(EXERCISE MATERIAL begins)

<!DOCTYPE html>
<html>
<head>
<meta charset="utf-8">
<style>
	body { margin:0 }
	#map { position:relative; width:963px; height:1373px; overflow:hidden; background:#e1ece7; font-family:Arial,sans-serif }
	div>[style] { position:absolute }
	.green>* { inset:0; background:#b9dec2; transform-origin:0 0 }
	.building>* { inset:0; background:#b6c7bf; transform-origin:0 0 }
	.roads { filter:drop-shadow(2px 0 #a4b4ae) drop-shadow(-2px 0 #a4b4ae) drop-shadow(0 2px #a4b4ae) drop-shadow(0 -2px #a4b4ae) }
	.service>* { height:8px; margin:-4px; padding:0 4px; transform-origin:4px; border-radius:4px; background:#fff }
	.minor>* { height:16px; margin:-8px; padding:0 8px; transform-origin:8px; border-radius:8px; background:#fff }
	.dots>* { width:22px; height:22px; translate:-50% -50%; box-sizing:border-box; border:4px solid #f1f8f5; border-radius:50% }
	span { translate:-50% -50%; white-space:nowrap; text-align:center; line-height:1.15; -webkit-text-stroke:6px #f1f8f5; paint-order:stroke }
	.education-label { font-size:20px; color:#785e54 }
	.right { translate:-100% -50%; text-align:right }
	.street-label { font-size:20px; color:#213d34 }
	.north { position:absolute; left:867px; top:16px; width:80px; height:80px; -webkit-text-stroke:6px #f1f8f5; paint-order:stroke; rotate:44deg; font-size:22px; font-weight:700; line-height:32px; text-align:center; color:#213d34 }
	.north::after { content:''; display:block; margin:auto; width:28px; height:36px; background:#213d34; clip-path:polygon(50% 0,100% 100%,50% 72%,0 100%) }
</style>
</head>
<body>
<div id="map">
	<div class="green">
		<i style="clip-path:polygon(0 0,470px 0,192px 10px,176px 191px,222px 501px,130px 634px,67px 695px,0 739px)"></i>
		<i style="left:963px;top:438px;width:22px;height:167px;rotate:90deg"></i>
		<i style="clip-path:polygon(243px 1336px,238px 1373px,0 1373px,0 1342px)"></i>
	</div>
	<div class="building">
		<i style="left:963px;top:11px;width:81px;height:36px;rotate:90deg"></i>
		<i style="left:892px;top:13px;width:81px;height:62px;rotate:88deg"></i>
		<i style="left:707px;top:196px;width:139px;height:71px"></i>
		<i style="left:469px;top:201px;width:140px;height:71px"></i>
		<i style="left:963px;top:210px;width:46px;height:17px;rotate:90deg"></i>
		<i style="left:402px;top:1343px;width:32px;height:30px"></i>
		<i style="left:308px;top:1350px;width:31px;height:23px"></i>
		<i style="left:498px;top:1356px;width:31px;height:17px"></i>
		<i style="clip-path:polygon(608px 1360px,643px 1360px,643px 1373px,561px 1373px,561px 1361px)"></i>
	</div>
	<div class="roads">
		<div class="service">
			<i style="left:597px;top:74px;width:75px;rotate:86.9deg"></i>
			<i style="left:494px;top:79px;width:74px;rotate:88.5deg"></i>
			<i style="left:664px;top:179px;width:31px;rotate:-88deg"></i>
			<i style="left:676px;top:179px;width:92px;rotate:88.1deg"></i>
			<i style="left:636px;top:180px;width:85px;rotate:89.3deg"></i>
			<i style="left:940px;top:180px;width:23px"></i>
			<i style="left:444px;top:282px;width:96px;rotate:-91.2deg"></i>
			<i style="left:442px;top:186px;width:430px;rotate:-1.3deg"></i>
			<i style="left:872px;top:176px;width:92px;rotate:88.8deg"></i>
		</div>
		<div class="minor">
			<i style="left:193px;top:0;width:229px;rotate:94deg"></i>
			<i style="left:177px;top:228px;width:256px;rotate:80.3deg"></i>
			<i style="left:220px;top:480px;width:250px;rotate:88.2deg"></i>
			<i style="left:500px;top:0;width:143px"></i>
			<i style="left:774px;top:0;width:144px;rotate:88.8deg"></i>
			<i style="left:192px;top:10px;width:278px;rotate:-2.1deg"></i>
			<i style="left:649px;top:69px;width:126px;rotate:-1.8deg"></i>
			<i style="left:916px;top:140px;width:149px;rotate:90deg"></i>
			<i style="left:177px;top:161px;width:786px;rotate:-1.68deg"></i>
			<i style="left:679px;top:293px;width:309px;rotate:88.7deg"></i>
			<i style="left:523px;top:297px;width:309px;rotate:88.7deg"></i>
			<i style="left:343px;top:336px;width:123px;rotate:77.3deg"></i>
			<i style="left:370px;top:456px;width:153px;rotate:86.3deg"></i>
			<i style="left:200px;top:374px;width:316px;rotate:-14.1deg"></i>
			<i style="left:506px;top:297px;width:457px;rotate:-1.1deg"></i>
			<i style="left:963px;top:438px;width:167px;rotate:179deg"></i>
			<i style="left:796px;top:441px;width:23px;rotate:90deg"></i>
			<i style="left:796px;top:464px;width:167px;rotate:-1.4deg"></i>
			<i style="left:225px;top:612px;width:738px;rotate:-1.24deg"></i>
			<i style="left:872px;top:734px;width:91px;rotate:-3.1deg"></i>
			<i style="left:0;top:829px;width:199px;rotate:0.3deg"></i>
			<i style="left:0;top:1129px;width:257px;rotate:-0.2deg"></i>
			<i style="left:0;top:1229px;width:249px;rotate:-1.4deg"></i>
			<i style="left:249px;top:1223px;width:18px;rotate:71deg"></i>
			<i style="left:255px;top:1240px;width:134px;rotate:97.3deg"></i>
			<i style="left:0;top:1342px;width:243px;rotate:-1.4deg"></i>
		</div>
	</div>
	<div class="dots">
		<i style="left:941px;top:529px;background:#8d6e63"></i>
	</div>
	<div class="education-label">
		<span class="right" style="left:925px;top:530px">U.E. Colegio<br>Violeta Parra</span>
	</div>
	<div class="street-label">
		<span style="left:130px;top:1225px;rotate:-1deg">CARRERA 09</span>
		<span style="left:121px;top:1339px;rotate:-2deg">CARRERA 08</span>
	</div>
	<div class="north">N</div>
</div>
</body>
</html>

(EXERCISE MATERIAL ends)
(EXERCISE MATERIAL begins)

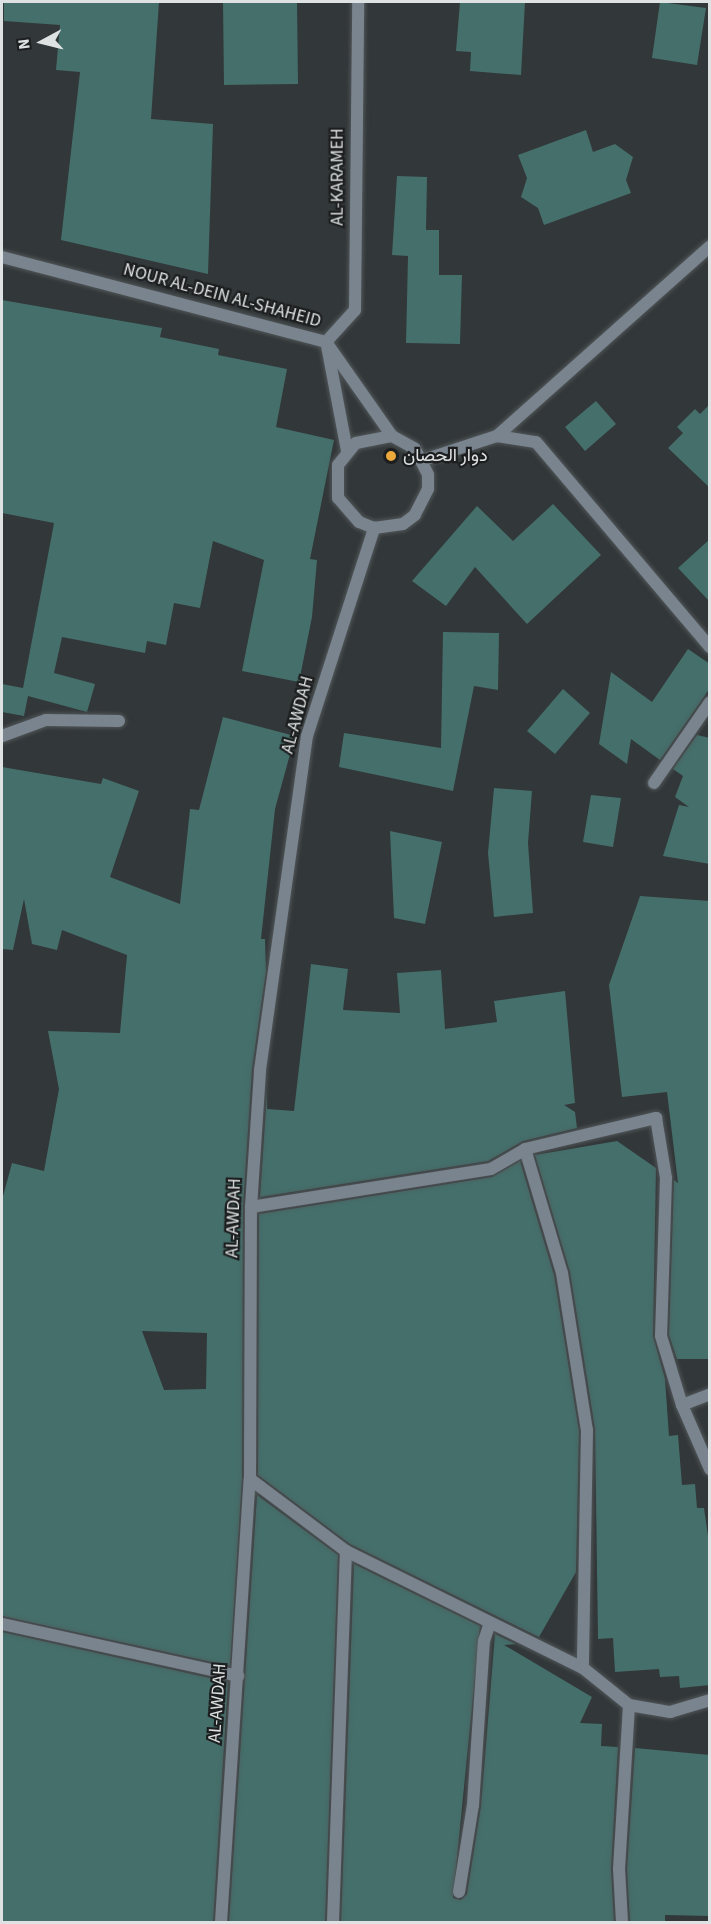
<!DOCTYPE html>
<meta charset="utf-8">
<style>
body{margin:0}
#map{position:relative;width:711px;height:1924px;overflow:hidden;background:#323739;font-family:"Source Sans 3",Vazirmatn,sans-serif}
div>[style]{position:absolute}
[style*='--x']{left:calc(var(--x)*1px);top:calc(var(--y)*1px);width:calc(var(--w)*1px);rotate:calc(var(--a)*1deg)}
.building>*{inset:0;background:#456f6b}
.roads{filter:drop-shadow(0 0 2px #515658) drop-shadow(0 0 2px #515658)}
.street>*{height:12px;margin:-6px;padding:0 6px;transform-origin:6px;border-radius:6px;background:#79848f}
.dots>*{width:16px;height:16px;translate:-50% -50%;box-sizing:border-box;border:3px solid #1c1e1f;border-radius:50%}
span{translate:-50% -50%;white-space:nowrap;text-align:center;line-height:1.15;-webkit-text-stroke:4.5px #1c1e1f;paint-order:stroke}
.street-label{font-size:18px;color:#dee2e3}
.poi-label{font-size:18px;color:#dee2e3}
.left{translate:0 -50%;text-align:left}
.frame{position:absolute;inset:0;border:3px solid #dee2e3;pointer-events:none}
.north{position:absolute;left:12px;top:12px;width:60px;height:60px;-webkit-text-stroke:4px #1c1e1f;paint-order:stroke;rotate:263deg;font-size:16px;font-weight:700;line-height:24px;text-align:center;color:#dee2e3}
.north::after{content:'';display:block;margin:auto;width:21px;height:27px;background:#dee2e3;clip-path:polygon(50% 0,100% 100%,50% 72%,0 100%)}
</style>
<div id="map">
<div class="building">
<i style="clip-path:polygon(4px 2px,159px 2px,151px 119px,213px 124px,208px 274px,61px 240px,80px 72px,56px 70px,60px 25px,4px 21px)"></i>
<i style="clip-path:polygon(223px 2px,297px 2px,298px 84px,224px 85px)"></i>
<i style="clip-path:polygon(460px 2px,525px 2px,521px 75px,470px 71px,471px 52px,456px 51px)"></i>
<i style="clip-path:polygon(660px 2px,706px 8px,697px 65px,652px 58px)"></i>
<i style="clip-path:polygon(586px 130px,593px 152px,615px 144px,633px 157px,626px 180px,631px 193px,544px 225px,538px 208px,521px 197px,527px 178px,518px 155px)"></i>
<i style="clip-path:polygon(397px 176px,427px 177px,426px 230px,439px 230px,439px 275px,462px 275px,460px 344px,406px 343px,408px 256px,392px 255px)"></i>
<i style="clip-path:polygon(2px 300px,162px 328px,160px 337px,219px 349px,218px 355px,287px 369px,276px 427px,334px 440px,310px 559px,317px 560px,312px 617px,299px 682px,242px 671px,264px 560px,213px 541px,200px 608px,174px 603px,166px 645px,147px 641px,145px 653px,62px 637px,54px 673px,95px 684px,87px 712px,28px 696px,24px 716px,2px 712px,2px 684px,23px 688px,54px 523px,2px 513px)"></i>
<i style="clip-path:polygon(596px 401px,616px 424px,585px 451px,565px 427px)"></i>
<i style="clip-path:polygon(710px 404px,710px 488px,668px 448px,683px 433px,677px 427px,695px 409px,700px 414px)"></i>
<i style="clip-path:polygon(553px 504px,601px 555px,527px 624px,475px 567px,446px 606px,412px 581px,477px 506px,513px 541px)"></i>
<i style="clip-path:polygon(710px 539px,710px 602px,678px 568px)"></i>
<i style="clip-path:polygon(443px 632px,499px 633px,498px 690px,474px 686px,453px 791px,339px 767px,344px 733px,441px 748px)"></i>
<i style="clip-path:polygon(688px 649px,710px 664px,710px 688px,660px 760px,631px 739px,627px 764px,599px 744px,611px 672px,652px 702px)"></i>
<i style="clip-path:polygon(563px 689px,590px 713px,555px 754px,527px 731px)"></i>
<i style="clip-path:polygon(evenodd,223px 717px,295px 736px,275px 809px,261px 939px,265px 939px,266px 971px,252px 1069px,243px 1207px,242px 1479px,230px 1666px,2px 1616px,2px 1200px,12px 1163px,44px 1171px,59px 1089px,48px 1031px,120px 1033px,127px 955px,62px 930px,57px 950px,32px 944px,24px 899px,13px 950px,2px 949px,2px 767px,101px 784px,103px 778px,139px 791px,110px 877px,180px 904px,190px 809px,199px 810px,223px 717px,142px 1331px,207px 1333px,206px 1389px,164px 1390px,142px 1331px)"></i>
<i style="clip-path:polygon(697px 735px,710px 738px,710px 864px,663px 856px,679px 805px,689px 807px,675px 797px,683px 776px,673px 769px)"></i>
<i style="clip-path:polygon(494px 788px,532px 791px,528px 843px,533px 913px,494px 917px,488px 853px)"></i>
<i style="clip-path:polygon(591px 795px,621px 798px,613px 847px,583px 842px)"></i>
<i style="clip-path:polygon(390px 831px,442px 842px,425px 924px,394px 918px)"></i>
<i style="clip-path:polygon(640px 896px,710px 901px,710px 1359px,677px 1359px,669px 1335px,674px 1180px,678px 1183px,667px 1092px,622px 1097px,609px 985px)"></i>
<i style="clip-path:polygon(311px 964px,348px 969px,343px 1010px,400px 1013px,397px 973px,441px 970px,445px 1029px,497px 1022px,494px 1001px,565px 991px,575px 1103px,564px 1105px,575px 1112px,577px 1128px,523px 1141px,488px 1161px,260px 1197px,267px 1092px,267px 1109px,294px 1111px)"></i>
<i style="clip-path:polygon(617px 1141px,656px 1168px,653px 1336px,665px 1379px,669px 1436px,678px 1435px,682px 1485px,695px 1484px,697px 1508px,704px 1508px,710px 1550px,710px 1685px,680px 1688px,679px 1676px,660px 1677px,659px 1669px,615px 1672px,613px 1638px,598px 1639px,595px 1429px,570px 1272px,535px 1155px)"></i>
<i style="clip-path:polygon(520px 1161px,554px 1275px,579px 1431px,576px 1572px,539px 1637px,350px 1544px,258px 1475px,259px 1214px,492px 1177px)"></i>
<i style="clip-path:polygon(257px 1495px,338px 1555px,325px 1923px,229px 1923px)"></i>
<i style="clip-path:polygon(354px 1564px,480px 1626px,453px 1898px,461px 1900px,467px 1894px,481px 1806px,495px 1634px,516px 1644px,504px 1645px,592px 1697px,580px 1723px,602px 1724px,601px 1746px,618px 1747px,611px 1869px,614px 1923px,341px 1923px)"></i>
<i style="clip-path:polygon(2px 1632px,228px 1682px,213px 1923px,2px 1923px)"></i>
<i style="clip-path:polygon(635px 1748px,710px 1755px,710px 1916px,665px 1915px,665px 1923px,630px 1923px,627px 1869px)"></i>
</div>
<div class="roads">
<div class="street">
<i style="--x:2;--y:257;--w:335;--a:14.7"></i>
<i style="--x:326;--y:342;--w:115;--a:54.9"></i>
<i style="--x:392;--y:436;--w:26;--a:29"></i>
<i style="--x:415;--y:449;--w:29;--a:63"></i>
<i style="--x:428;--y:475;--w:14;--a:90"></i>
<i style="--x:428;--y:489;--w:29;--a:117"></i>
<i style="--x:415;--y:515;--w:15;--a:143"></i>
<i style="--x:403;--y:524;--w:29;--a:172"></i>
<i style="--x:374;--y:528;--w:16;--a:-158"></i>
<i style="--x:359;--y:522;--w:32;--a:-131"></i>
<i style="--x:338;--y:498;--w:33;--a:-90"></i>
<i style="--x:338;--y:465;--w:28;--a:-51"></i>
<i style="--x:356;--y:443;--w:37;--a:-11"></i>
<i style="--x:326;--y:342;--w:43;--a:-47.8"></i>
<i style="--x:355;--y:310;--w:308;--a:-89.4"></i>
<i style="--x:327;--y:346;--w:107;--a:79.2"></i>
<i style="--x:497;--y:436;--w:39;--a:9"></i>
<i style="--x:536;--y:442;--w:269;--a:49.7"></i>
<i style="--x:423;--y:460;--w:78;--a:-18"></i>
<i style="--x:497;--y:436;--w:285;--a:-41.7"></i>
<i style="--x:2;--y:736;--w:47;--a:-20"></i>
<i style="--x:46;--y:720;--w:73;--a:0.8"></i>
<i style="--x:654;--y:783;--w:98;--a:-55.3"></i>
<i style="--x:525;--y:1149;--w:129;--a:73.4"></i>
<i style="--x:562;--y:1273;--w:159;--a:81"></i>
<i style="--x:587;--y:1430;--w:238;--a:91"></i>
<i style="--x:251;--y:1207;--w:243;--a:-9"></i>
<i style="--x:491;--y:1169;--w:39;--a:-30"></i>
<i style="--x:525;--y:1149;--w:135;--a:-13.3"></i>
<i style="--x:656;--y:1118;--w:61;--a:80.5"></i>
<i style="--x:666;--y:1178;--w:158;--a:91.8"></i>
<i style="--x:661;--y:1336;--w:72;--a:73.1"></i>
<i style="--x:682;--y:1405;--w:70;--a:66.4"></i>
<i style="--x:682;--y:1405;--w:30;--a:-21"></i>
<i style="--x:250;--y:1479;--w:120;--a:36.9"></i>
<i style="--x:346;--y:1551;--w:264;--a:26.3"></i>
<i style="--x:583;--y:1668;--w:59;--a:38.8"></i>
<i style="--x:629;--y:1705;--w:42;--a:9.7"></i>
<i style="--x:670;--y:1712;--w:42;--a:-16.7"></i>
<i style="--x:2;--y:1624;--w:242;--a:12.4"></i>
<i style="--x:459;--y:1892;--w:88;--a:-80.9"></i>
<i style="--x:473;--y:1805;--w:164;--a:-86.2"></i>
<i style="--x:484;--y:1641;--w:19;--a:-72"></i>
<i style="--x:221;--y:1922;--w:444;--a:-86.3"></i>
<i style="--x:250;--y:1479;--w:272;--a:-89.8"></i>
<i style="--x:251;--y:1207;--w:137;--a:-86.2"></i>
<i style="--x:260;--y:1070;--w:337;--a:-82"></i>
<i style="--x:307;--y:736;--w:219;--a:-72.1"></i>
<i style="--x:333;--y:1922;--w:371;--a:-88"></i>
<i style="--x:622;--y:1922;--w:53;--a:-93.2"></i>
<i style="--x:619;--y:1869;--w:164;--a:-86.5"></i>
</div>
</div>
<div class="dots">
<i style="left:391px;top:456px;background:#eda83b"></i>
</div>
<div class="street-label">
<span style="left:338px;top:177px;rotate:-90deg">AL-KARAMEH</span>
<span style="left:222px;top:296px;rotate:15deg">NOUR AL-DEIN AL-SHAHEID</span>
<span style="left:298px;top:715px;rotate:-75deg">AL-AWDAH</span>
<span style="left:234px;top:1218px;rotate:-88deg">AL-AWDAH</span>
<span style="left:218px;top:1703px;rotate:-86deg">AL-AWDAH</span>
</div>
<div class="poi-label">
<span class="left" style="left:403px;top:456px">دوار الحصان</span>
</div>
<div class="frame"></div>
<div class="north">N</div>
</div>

(EXERCISE MATERIAL ends)

All lines with the word "sans" need to be copied from the data above.

> RESPONSE BOX
	#map { position:relative; width:963px; height:1373px; overflow:hidden; background:#e1ece7; font-family:Arial,sans-serif }
#map{position:relative;width:711px;height:1924px;overflow:hidden;background:#323739;font-family:"Source Sans 3",Vazirmatn,sans-serif}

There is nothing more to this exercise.